TASK PROMPT
Would you return every entry, exactly as it is written?

[[ DATA SUPPLIED, beginning ]]

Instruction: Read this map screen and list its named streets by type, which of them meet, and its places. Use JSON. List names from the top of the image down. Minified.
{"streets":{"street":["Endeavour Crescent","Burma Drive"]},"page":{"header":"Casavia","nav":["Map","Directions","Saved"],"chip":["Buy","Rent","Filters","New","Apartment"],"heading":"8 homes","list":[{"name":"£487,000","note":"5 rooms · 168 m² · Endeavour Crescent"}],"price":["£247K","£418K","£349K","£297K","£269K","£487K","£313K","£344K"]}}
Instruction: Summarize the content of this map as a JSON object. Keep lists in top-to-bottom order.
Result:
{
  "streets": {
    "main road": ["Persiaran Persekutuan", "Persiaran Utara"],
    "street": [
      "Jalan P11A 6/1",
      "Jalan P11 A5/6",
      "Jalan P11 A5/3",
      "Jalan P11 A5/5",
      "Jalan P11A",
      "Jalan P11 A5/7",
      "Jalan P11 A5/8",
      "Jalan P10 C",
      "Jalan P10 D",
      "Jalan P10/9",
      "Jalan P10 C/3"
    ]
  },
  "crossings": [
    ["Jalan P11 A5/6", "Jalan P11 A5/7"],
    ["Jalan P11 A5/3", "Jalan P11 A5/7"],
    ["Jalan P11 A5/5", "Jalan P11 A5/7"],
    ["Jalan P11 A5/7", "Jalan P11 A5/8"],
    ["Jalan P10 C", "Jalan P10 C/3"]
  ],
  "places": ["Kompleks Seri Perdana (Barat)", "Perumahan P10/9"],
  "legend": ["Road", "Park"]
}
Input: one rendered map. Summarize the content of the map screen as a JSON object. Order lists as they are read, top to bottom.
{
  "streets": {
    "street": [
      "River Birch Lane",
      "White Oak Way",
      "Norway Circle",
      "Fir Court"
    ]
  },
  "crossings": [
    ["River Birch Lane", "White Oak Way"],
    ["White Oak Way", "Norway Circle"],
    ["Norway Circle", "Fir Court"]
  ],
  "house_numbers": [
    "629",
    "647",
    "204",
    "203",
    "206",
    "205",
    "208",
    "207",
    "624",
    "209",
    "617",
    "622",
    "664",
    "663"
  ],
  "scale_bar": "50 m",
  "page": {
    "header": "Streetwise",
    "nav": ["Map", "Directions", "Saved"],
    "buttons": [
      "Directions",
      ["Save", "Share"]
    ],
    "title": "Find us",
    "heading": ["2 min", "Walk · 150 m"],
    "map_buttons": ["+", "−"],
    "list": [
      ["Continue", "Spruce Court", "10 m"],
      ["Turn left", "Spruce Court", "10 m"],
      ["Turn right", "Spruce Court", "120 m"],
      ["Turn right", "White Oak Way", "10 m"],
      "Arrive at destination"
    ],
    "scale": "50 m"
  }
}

[[ DATA SUPPLIED, end ]]

REPLY TO THE EXERCISE
Instruction: Read this map screen and list its named streets by type, which of them meet, and its places. Use JSON. List names from the top of the image down. Minified.
{"streets":{"street":["Endeavour Crescent","Burma Drive"]},"page":{"header":"Casavia","nav":["Map","Directions","Saved"],"chip":["Buy","Rent","Filters","New","Apartment"],"heading":"8 homes","list":[{"name":"£487,000","note":"5 rooms · 168 m² · Endeavour Crescent"}],"price":["£247K","£418K","£349K","£297K","£269K","£487K","£313K","£344K"]}}
Instruction: Summarize the content of this map as a JSON object. Keep lists in top-to-bottom order.
Result:
{
  "streets": {
    "main road": ["Persiaran Persekutuan", "Persiaran Utara"],
    "street": [
      "Jalan P11A 6/1",
      "Jalan P11 A5/6",
      "Jalan P11 A5/3",
      "Jalan P11 A5/5",
      "Jalan P11A",
      "Jalan P11 A5/7",
      "Jalan P11 A5/8",
      "Jalan P10 C",
      "Jalan P10 D",
      "Jalan P10/9",
      "Jalan P10 C/3"
    ]
  },
  "crossings": [
    ["Jalan P11 A5/6", "Jalan P11 A5/7"],
    ["Jalan P11 A5/3", "Jalan P11 A5/7"],
    ["Jalan P11 A5/5", "Jalan P11 A5/7"],
    ["Jalan P11 A5/7", "Jalan P11 A5/8"],
    ["Jalan P10 C", "Jalan P10 C/3"]
  ],
  "places": ["Kompleks Seri Perdana (Barat)", "Perumahan P10/9"],
  "legend": ["Road", "Park"]
}
Input: one rendered map. Summarize the content of the map screen as a JSON object. Order lists as they are read, top to bottom.
{
  "streets": {
    "street": [
      "River Birch Lane",
      "White Oak Way",
      "Norway Circle",
      "Fir Court"
    ]
  },
  "crossings": [
    ["River Birch Lane", "White Oak Way"],
    ["White Oak Way", "Norway Circle"],
    ["Norway Circle", "Fir Court"]
  ],
  "house_numbers": [
    "629",
    "647",
    "204",
    "203",
    "206",
    "205",
    "208",
    "207",
    "624",
    "209",
    "617",
    "622",
    "664",
    "663"
  ],
  "scale_bar": "50 m",
  "page": {
    "header": "Streetwise",
    "nav": ["Map", "Directions", "Saved"],
    "buttons": [
      "Directions",
      ["Save", "Share"]
    ],
    "title": "Find us",
    "heading": ["2 min", "Walk · 150 m"],
    "map_buttons": ["+", "−"],
    "list": [
      ["Continue", "Spruce Court", "10 m"],
      ["Turn left", "Spruce Court", "10 m"],
      ["Turn right", "Spruce Court", "120 m"],
      ["Turn right", "White Oak Way", "10 m"],
      "Arrive at destination"
    ],
    "scale": "50 m"
  }
}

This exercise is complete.